Polyethylene terephthalate (PET or polyester) is a commonly used plastic and also contributes to the majority of plastic wastes. Mealworms (Tenebrio molitor larvae) are capable of biodegrading major plastic polymers but their degrading ability for PET has not been characterized based on polymer chain size molecular size, gut microbiome, metabolome and transcriptome. We verified biodegradation of commercial PET by T. molitor larvae in a previous report. Here, we reported that biodegradation of commercial PET (Mw 29.43 kDa) was further confirmed by using the δ13C signature as an indication of bioreaction, which was increased from − 27.50‰ to − 26.05‰. Under antibiotic suppression of gut microbes, the PET was still depolymerized, indicating that the host digestive enzymes could degrade PET independently.

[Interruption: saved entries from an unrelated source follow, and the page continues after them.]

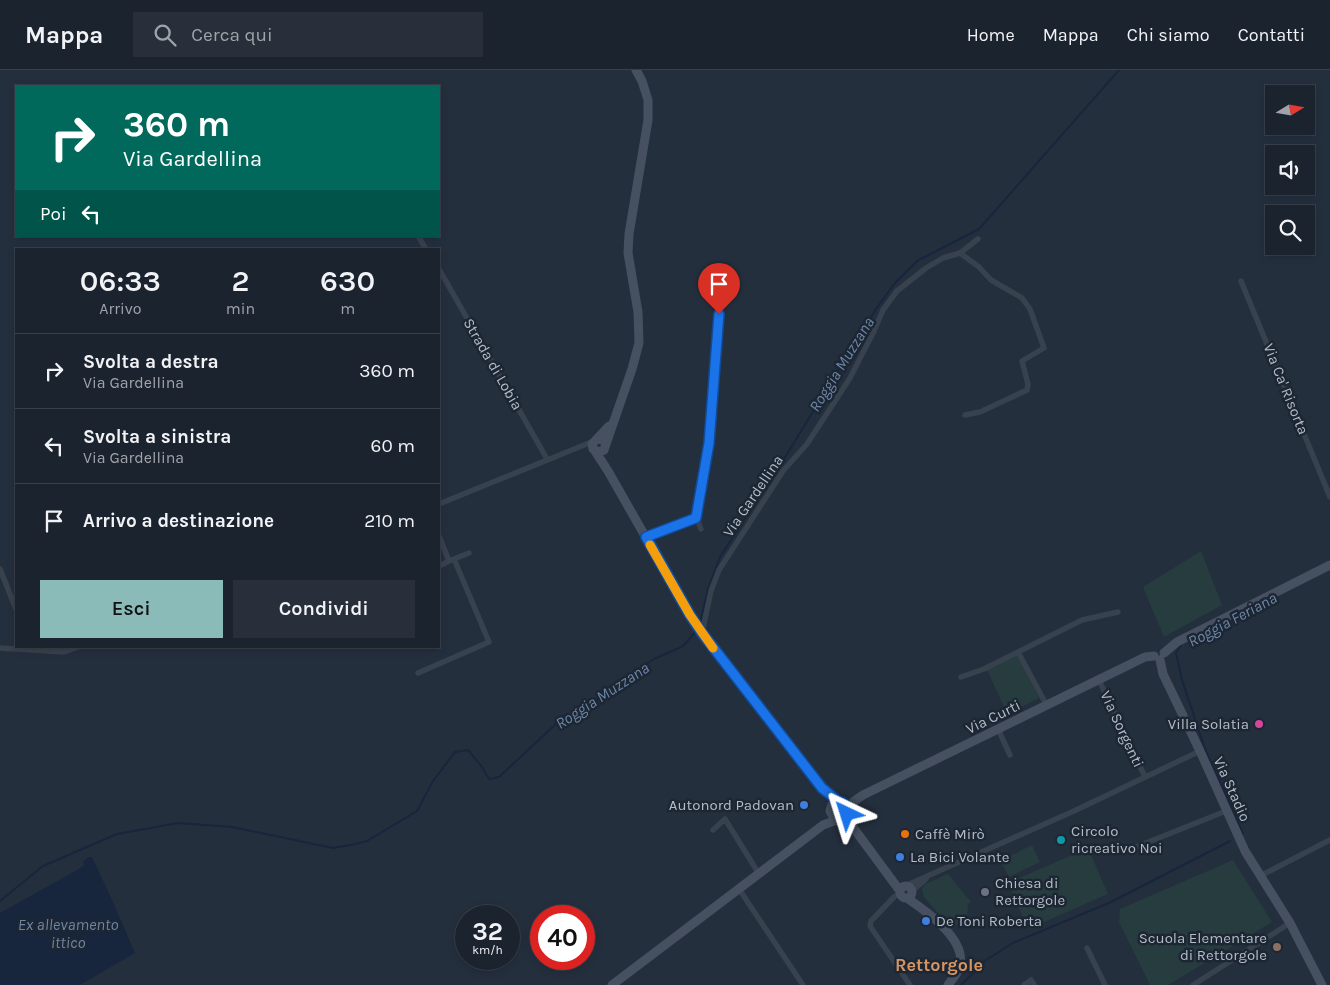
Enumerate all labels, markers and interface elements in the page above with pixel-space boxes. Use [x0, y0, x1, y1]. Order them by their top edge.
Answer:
search box [133, 12, 483, 57]
text: Mappa [25, 21, 103, 49]
icon: search [151, 21, 179, 49]
text: Cerca qui [191, 24, 273, 46]
text: Home [967, 24, 1015, 46]
text: Mappa [1043, 24, 1099, 46]
text: Chi siamo [1127, 24, 1210, 46]
text: Contatti [1238, 24, 1305, 46]
north arrow [1265, 85, 1315, 135]
map controls [1265, 85, 1315, 255]
text: 360 m [123, 104, 230, 145]
icon: right [40, 105, 105, 170]
button: sound [1265, 145, 1315, 195]
text: Via Gardellina [123, 146, 262, 172]
icon: left [77, 200, 105, 228]
text: Poi [40, 203, 67, 225]
button: search [1265, 205, 1315, 255]
text: 06:33 [80, 263, 161, 299]
text: 2 [232, 263, 250, 299]
text: 630 [320, 263, 375, 299]
pin [698, 263, 740, 314]
icon: arrive [705, 270, 733, 298]
text: Arrivo [99, 299, 142, 318]
text: min [226, 299, 255, 318]
text: m [340, 299, 355, 318]
water label: Roggia Muzzana [805, 313, 878, 415]
street label: Strada di Lobia [459, 315, 527, 413]
street label: Via Ca' Risorta [1260, 341, 1312, 437]
text: Svolta a destra [83, 351, 219, 373]
icon: right [40, 357, 68, 385]
text: 360 m [359, 360, 415, 382]
text: Via Gardellina [83, 373, 184, 392]
text: Svolta a sinistra [83, 426, 231, 448]
icon: left [40, 432, 68, 460]
text: 60 m [371, 435, 415, 457]
text: Via Gardellina [83, 448, 184, 467]
street label: Via Gardellina [719, 452, 787, 540]
icon: arrive [40, 507, 68, 535]
text: Arrivo a destinazione [83, 510, 274, 532]
text: 210 m [364, 510, 415, 532]
button: Esci [40, 580, 223, 638]
button: Condividi [233, 580, 415, 638]
water label: Roggia Feriana [1185, 588, 1280, 651]
water label: Roggia Muzzana [552, 658, 653, 733]
street label: Via Sorgenti [1096, 688, 1148, 770]
street label: Via Curti [963, 696, 1023, 738]
place label: Villa Solatia [1168, 715, 1249, 733]
marker: Villa Solatia [1253, 718, 1265, 730]
street label: Via Stadio [1210, 754, 1254, 824]
position arrow [820, 787, 872, 839]
place label: Autonord Padovan [669, 796, 794, 814]
marker: Autonord Padovan [798, 799, 810, 811]
place label: Circolo ricreativo Noi [1071, 822, 1162, 857]
place label: Caffè Mirò [915, 825, 985, 843]
marker: Caffè Mirò [899, 828, 911, 840]
marker: Circolo ricreativo Noi [1055, 834, 1067, 846]
place label: La Bici Volante [910, 848, 1009, 866]
marker: La Bici Volante [894, 851, 906, 863]
place label: Chiesa di Rettorgole [995, 874, 1065, 909]
marker: Chiesa di Rettorgole [979, 886, 991, 898]
speed limit sign: 40 [530, 905, 595, 970]
place label: De Toni Roberta [936, 912, 1042, 930]
water label: Ex allevamento ittico [18, 915, 118, 952]
marker: De Toni Roberta [920, 915, 932, 927]
text: 32 [472, 917, 503, 946]
place label: Scuola Elementare di Rettorgole [1139, 929, 1267, 964]
marker: Scuola Elementare di Rettorgole [1271, 941, 1283, 953]
text: km/h [472, 943, 503, 957]
district label: Rettorgole [895, 954, 983, 976]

Biodegradation of high purity PET with low, medium, and high molecular weights (MW), i.e., Mw values of 1.10, 27.10, and 63.50 kDa with crystallinity 53.66%, 33.43%, and 4.25%, respectively, showed a mass reduction of > 95%, 86%, and 74% via broad depolymerization. Microbiome analyses indicated that PET diets shifted gut microbiota to three distinct structures, depending on the low, medium, and high MW. Metagenome sequencing, transcriptomic, and metabolic analyses indicated symbiotic biodegradation of PET by the host and gut microbiota. After PET was fed, the host’s genes encoding degradation enzymes were upregulated, including genes encoding oxidizing, hydrolyzing, and non-specific CYP450 enzymes. Gut bacterial genes for biodegrading intermediates and nitrogen fixation also upregulated. The multiple-functional metabolic pathways for PET biodegradation ensured rapid biodegradation resulting in a half-life of PET less than 4 h with less negative impact by PET MW and crystallinity.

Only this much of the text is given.